(Data under study begins)

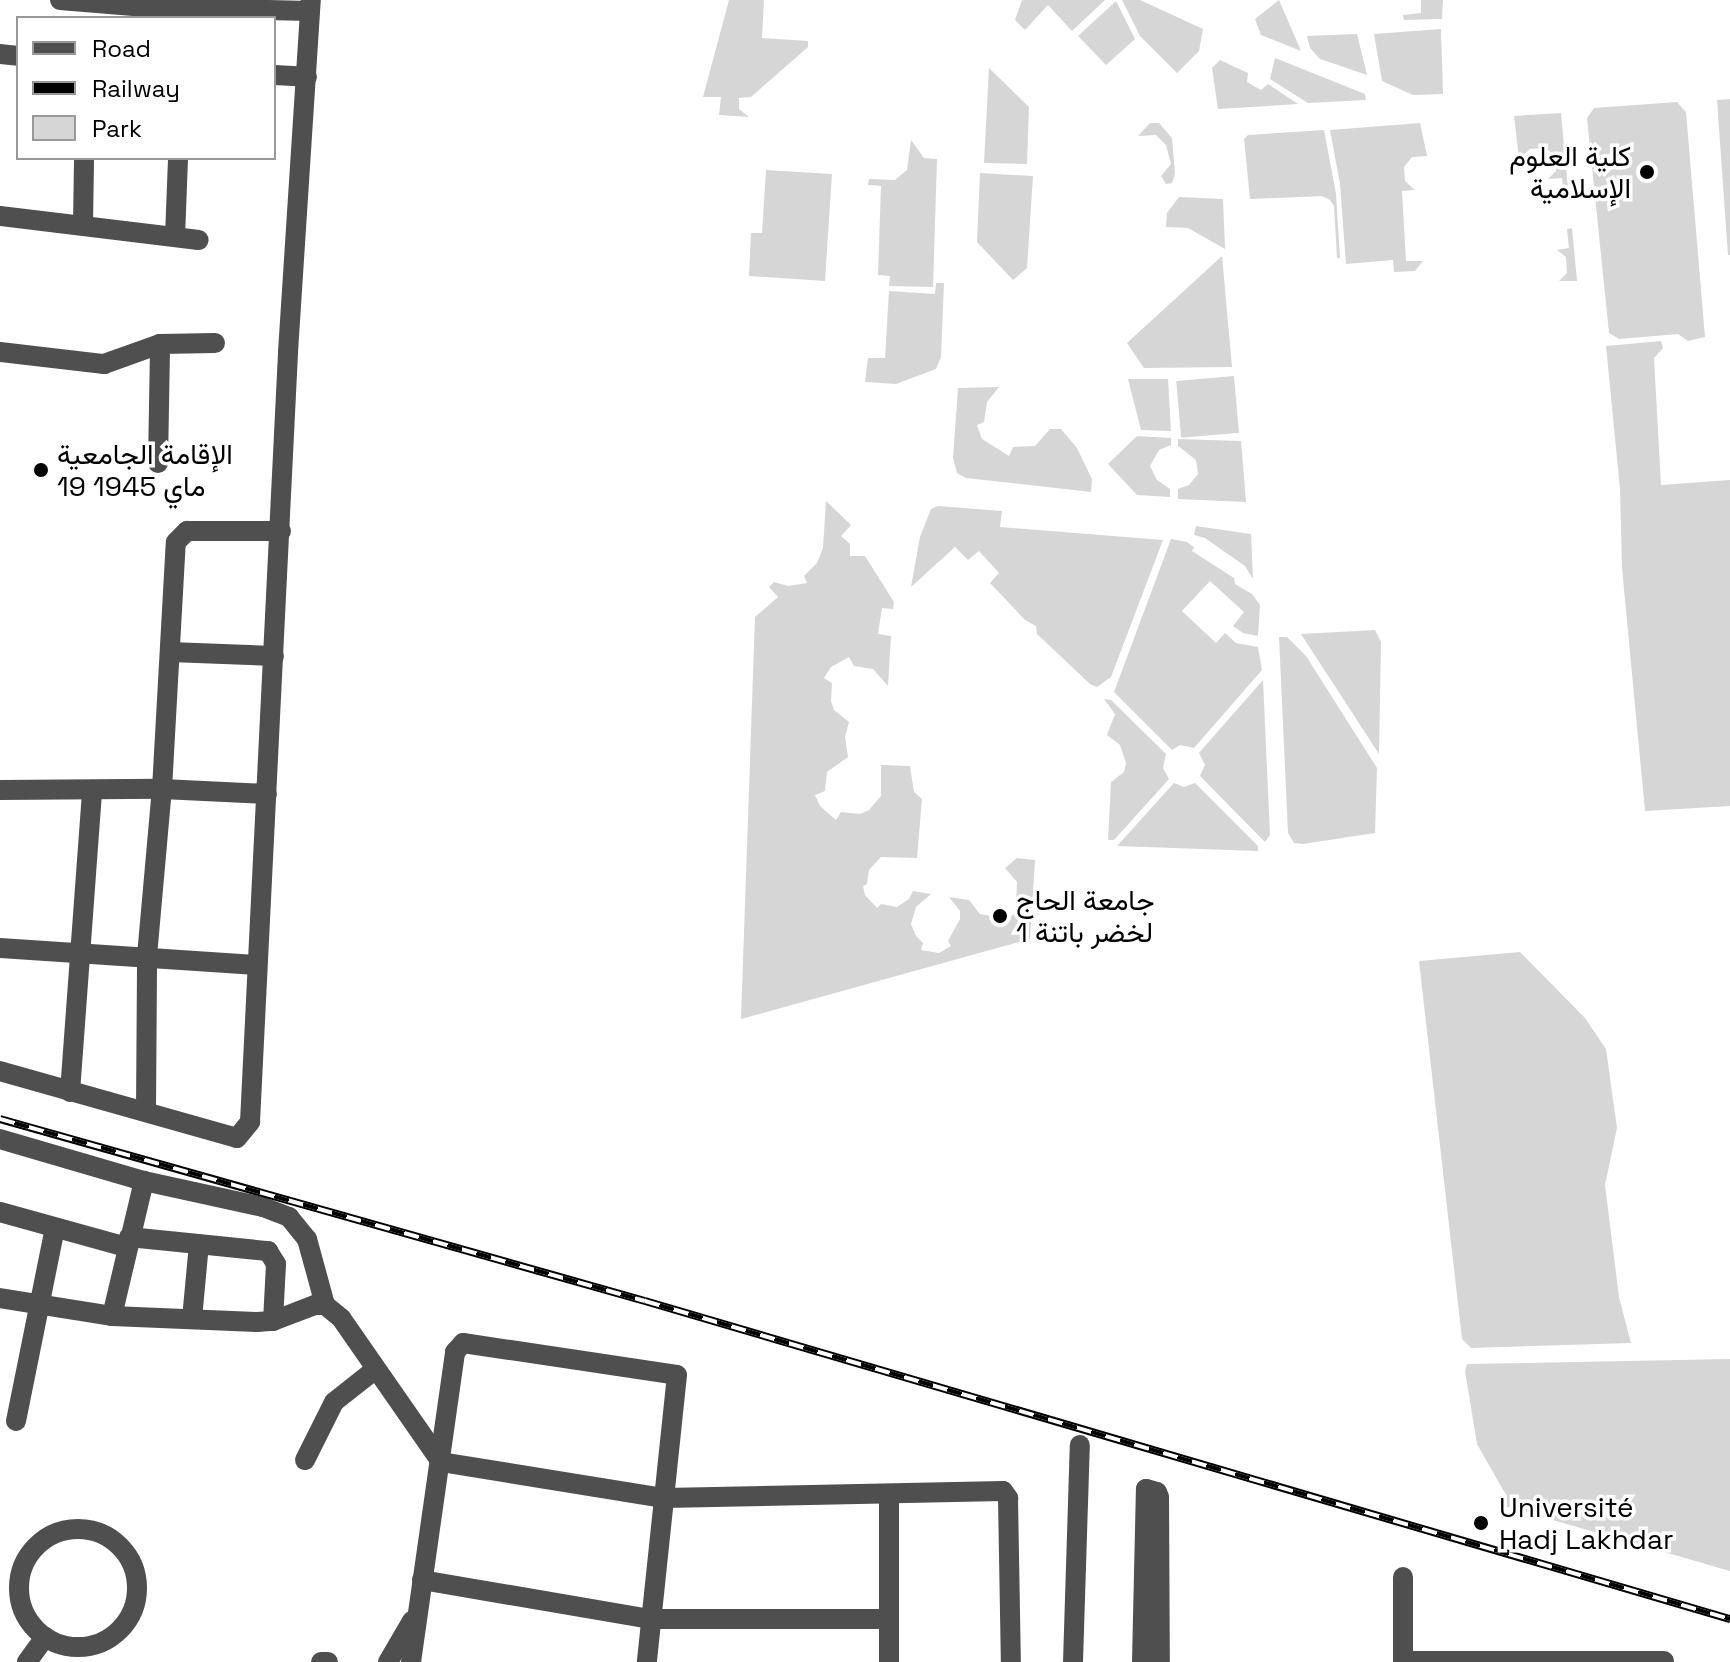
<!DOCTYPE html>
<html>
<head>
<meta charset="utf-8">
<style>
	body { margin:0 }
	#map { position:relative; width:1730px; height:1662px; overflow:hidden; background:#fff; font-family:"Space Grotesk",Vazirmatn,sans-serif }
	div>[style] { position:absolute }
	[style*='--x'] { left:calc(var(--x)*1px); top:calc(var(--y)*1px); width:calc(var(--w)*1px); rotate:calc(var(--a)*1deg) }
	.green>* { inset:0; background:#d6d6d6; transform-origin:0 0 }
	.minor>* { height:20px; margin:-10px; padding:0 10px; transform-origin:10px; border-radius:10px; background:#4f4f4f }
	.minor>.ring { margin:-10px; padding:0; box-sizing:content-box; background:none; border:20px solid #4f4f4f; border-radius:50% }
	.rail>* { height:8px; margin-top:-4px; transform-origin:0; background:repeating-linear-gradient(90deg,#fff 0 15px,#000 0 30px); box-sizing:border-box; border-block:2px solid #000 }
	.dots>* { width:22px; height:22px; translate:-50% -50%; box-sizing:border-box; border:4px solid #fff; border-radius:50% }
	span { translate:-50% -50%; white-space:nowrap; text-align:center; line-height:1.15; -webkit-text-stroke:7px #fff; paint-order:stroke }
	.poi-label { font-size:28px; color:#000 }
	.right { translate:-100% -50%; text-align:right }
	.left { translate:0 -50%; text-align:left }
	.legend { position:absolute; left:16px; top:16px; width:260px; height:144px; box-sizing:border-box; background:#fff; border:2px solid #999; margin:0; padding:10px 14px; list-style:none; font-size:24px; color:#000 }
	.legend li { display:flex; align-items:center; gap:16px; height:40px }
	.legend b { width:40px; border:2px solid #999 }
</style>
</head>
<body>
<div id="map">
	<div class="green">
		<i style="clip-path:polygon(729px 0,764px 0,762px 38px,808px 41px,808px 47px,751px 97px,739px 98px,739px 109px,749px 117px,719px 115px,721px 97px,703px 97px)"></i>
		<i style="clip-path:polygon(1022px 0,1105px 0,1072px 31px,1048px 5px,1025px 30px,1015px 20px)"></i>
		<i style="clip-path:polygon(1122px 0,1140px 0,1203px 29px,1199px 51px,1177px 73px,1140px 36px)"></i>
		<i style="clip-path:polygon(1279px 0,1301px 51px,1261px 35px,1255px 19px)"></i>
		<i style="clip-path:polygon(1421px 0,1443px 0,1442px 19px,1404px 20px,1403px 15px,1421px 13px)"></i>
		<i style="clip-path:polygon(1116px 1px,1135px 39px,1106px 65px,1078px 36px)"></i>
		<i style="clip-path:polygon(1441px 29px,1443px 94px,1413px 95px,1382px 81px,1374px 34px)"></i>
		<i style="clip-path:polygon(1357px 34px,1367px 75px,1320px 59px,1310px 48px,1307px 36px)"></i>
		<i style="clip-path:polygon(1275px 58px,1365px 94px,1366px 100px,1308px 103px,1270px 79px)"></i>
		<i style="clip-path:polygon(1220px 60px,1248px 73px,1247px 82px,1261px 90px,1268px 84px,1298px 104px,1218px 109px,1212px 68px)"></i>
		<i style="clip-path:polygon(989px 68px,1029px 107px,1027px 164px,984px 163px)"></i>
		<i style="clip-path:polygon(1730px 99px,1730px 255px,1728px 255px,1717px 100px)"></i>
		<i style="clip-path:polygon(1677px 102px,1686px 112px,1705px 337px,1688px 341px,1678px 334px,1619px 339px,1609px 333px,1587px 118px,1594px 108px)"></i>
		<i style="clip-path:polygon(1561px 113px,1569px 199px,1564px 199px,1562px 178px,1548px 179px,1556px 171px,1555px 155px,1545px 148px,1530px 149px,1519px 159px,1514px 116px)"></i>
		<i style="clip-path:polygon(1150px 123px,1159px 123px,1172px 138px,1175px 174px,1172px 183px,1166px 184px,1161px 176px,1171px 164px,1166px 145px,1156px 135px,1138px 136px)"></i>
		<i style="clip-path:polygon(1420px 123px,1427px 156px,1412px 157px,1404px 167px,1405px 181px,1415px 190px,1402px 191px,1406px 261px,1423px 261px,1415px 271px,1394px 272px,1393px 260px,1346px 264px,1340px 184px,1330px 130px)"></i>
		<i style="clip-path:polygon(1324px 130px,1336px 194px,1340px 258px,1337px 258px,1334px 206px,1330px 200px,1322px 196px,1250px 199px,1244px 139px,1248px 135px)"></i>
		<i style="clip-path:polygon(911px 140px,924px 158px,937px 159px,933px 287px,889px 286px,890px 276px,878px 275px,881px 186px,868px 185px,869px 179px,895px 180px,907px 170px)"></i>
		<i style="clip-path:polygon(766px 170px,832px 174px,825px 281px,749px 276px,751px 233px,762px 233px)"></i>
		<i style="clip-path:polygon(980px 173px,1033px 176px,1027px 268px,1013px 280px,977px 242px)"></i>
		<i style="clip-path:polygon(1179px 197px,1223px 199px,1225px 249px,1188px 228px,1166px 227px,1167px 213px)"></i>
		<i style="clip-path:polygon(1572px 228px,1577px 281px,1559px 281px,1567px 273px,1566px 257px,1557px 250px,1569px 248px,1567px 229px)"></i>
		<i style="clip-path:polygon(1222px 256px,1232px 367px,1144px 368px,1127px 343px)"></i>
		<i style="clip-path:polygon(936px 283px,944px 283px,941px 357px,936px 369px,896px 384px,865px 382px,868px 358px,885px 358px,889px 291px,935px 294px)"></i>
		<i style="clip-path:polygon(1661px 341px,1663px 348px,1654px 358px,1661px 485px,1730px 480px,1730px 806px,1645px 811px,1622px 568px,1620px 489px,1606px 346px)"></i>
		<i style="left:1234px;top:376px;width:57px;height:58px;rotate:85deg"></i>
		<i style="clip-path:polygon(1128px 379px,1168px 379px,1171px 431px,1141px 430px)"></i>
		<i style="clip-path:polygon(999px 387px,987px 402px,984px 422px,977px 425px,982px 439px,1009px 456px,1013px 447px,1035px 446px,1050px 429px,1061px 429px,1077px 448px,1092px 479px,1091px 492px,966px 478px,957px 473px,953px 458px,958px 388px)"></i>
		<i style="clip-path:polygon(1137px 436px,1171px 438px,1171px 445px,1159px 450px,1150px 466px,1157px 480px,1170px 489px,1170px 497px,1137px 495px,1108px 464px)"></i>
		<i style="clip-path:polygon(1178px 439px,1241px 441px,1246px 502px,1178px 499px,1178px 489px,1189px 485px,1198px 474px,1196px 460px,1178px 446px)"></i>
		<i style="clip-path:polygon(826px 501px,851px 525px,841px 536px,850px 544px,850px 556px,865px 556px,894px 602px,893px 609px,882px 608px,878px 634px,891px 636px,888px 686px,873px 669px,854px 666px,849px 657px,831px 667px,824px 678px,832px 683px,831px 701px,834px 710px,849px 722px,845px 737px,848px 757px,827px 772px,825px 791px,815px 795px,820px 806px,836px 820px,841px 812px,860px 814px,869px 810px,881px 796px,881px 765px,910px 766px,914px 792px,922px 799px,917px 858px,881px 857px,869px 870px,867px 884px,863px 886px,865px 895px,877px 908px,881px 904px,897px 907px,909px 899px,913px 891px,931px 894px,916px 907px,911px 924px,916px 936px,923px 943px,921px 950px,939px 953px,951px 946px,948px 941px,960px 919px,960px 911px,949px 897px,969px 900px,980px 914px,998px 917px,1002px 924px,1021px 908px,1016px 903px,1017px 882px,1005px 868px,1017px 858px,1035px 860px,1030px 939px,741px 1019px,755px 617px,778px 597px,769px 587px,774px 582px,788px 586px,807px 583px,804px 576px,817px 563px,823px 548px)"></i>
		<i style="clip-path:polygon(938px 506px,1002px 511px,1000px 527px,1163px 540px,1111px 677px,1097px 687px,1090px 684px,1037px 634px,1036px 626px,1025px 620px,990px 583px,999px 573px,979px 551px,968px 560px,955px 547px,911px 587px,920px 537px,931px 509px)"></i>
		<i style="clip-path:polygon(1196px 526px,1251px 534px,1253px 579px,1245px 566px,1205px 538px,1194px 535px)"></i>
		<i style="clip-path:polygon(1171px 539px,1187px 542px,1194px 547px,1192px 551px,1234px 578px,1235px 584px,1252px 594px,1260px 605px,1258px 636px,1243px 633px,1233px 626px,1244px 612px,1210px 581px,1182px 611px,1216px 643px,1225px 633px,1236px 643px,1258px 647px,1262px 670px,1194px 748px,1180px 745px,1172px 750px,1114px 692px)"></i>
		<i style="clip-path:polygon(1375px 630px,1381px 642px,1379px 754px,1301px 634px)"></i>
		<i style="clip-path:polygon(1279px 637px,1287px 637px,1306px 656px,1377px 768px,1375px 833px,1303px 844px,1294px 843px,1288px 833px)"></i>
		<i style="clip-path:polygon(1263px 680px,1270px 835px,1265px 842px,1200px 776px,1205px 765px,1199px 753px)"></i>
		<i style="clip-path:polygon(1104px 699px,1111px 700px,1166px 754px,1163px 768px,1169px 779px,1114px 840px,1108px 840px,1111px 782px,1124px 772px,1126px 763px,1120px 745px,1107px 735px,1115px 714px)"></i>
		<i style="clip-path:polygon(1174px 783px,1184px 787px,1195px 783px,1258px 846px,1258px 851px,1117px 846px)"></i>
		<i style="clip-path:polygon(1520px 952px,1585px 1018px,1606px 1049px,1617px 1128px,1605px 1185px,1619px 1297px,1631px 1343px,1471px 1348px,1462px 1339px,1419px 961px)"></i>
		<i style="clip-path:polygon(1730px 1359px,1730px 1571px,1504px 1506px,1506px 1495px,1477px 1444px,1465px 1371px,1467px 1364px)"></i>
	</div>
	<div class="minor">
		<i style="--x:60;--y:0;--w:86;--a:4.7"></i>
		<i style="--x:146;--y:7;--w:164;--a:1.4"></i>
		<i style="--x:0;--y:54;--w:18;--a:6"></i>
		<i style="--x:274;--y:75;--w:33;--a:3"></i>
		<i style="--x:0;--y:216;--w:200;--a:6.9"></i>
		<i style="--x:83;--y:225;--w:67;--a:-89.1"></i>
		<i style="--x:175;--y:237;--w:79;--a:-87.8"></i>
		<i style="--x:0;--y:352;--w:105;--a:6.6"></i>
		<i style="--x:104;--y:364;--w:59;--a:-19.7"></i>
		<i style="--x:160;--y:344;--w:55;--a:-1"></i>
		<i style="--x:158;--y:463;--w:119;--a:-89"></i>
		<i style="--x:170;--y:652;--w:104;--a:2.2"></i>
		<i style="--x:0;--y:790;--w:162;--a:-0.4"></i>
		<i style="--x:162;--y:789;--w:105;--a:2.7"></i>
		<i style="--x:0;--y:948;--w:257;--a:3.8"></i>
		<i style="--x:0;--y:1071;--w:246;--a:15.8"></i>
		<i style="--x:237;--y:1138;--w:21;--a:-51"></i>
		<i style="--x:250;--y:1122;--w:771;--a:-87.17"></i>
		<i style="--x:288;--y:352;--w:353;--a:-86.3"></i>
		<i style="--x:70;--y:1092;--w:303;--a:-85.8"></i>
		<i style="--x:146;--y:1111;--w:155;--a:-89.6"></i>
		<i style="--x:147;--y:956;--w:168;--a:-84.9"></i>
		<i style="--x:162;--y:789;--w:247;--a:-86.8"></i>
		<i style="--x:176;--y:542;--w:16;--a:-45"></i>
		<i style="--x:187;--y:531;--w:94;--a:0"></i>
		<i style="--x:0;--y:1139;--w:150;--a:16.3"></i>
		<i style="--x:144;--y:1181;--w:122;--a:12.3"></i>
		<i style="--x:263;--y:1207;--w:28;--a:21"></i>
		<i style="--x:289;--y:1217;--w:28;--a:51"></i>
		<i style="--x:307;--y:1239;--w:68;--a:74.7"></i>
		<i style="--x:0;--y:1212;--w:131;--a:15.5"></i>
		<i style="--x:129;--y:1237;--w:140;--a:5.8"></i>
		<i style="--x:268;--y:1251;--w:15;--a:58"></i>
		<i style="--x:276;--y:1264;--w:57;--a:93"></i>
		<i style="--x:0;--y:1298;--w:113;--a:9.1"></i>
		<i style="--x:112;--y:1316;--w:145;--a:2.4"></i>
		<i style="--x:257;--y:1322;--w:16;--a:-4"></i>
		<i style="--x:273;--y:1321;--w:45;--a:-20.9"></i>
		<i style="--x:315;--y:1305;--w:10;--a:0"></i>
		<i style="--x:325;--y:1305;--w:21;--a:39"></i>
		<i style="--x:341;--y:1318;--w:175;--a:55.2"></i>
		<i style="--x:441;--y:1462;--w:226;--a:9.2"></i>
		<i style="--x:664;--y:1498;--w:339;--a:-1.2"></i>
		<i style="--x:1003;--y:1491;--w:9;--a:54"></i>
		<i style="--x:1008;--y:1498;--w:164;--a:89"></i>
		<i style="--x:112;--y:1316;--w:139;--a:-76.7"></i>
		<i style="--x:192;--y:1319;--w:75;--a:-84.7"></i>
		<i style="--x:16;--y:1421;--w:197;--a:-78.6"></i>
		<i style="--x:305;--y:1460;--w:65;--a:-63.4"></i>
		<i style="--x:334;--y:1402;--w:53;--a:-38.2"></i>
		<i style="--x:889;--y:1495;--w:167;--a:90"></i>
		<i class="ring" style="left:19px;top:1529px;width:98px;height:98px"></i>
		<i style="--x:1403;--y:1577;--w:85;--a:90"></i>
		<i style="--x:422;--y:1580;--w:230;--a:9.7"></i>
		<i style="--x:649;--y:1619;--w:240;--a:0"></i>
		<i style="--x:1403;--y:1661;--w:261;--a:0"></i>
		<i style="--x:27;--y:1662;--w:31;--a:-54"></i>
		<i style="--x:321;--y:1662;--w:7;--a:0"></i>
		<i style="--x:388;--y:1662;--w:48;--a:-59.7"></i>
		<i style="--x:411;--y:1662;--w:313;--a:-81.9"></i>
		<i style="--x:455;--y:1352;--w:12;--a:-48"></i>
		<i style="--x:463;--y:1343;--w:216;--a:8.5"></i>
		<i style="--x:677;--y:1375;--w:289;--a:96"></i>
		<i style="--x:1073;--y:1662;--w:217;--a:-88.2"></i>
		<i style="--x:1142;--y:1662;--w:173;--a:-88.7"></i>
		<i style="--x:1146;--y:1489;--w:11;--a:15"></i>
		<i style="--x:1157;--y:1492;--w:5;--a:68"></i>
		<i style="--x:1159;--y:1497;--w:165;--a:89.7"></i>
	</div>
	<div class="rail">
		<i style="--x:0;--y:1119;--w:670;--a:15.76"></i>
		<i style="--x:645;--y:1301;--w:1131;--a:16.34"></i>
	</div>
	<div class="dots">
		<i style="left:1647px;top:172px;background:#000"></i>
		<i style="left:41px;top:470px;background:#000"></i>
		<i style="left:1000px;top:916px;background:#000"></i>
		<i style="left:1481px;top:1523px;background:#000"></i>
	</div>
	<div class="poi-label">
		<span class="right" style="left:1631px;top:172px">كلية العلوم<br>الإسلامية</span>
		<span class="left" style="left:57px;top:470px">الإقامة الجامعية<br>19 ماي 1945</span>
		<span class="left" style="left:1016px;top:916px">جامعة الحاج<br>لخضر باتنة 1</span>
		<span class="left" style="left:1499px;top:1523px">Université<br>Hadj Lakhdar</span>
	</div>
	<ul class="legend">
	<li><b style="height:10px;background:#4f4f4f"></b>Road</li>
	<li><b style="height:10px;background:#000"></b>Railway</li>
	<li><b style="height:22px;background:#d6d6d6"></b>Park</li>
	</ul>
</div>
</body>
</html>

(Data under study ends)

• **Task statement**:
Using the listing above, return all lines where the word "center" occurs.

• **Answer section**:
	span { translate:-50% -50%; white-space:nowrap; text-align:center; line-height:1.15; -webkit-text-stroke:7px #fff; paint-order:stroke }
	.legend li { display:flex; align-items:center; gap:16px; height:40px }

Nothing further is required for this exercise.